A few hours after I wake up it will be time for surgery.

#1
Finally getting the cleft lift tomorrow with Dr bascom. Laying here in bed trying to sleep but anxious and afraid of what's to come tomorrow. Afraid of the iv, also TMI but my period started two days ago so I'm going to be on it during surgery and that's freaking me out a ton, just another thing to add to it I guess. I dunno, I feel like right when its time for the iv to go in is when I'll just lose it. I'm not sure how to even express to them how afraid and nervous I am because I just go into this around people nervousness that keeps me from saying how I'm feeling really and I think it'll be like that right until that moment. I'm really bad with crying and basically my eyes tear up so fast I can't stop it and my throat tightens and I know that's going to happen so fast and I just feel really low. Im not supposed to have any food past midnight tonight and no liquid starting 4 hours before the surgery, so nothing to drink the 2 hour car ride there. I'm just not really sure how to handle my emotions right now and I just can't get out if this negative place in my head.
Just worrying and struggling with my thoughts.
 
#2
I had my cleft lift done in april of this year and it was the best decision. I have not thought about or worried about drainage, blood, checking my underwear, or dressing changes in months now and its amazing.

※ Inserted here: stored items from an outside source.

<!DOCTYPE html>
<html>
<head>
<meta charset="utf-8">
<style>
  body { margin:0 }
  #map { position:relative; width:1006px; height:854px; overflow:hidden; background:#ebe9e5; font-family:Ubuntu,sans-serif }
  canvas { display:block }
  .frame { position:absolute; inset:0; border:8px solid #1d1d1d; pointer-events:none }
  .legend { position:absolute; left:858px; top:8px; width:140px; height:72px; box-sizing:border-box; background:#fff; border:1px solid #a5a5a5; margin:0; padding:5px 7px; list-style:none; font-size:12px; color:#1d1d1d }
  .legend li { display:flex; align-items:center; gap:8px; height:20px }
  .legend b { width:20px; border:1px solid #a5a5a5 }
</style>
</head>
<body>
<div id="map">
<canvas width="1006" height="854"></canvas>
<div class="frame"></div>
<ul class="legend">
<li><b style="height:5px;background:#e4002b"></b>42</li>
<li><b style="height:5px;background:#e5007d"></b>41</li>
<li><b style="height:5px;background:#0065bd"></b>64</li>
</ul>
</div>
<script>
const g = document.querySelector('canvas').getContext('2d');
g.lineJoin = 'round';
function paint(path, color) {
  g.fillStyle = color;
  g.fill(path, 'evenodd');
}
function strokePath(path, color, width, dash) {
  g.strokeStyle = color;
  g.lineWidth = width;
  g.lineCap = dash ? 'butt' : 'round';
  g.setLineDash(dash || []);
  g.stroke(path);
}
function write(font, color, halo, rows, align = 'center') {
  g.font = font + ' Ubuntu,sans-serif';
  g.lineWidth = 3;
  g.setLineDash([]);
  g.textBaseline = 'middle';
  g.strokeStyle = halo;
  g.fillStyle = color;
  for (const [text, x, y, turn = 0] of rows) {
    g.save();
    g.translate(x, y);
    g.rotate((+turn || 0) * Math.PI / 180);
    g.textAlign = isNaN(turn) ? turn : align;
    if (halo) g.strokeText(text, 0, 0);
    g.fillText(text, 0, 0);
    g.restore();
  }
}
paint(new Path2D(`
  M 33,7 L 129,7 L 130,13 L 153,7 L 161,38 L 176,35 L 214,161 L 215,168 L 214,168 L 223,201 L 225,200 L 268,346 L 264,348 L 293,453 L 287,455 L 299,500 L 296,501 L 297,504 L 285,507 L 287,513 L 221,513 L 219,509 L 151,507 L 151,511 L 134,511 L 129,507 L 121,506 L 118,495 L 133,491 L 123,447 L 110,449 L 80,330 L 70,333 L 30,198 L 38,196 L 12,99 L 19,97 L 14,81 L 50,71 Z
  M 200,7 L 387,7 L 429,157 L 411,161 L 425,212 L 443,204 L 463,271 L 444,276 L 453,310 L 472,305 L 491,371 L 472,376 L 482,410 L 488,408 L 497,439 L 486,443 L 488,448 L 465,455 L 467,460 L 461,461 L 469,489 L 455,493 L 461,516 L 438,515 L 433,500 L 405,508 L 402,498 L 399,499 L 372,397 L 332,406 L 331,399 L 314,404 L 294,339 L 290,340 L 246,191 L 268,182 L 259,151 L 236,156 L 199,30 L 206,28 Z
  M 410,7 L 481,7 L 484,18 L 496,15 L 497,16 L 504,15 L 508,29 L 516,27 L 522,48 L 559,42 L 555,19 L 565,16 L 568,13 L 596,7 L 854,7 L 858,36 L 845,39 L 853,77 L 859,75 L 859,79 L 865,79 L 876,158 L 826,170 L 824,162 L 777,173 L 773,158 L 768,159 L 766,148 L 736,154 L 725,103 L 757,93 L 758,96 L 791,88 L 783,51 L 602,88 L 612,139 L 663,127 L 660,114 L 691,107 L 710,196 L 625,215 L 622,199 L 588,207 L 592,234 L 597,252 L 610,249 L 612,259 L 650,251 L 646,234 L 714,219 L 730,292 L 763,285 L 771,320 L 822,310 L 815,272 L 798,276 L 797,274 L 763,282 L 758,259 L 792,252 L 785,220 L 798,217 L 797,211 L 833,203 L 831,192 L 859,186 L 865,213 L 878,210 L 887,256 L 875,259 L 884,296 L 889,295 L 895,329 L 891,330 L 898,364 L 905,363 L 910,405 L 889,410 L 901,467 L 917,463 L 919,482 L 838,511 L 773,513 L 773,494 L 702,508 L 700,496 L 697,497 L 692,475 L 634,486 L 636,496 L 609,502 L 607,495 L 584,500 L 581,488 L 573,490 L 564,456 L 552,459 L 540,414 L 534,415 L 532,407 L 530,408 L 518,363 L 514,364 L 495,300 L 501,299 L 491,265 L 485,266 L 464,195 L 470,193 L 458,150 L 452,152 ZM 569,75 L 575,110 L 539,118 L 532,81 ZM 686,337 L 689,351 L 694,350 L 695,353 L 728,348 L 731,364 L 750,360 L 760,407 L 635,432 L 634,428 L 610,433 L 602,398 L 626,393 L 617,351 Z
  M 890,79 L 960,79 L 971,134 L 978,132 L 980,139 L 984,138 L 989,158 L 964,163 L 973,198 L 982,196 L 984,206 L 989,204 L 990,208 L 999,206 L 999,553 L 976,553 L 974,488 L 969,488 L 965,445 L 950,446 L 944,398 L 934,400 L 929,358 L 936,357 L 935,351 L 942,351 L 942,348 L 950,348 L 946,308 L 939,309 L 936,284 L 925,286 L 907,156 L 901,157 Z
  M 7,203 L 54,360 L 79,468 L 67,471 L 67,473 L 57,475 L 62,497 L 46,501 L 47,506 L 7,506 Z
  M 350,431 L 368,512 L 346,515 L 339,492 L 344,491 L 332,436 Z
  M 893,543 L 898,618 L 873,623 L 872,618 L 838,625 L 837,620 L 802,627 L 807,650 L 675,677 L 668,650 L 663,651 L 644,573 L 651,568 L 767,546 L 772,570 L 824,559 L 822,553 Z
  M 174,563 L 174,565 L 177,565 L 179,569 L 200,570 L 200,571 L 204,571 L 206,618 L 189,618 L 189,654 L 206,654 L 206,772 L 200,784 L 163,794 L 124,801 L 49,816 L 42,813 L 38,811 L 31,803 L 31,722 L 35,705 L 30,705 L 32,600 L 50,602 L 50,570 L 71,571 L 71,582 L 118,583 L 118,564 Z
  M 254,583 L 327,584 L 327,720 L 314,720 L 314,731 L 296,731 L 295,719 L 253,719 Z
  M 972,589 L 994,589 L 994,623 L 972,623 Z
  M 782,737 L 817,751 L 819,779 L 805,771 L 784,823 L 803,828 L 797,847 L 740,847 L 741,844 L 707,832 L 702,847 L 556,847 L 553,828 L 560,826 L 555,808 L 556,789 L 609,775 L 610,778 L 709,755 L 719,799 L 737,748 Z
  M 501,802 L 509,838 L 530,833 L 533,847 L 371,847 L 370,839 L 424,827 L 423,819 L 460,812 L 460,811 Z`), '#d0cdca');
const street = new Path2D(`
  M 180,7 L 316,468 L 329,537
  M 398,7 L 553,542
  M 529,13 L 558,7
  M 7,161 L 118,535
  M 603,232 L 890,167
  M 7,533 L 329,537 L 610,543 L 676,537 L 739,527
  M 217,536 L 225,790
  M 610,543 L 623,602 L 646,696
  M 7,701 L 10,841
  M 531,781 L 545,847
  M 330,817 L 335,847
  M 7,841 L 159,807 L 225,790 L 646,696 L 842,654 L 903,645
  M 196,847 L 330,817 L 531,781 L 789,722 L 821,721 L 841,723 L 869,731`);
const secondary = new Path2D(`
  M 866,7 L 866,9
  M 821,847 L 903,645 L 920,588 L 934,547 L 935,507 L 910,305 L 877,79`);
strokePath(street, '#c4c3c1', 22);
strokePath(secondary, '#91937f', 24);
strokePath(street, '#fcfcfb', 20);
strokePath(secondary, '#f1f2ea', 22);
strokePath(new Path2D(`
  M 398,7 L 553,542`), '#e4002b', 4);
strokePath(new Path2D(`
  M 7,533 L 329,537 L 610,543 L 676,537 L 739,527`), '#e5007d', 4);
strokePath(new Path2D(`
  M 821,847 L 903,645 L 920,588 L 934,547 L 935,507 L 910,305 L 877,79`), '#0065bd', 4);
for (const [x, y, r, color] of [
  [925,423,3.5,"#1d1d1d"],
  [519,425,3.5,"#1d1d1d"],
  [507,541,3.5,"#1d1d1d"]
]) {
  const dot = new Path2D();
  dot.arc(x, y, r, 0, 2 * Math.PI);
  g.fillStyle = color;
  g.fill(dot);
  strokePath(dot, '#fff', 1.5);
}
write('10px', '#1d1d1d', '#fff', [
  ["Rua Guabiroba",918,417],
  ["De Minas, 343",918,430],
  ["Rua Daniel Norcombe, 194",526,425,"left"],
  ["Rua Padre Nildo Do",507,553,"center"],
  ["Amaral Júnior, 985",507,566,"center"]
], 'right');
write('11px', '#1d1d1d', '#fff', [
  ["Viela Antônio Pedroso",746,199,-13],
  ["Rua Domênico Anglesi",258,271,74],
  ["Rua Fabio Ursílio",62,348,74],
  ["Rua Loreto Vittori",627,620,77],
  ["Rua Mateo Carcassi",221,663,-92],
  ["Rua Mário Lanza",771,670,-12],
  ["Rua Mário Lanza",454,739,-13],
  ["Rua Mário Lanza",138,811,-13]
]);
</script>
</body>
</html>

This is the beginning of the end of this stupid disease for you. You will not have to worry about many many months of unhealed open wounds and you made a great decision.
 
#3
I had my cleft lift done in april of this year and it was the best decision. I have not thought about or worried about drainage, blood, checking my underwear, or dressing changes in months now and its amazing.

This is the beginning of the end of this stupid disease for you. You will not have to worry about many many months of unhealed open wounds and you made a great decision.
Thank you so much, I needed to hear that this morning for sure. I'm glad everything is going so well for you! I hope it'll be the same for me. Thank you again.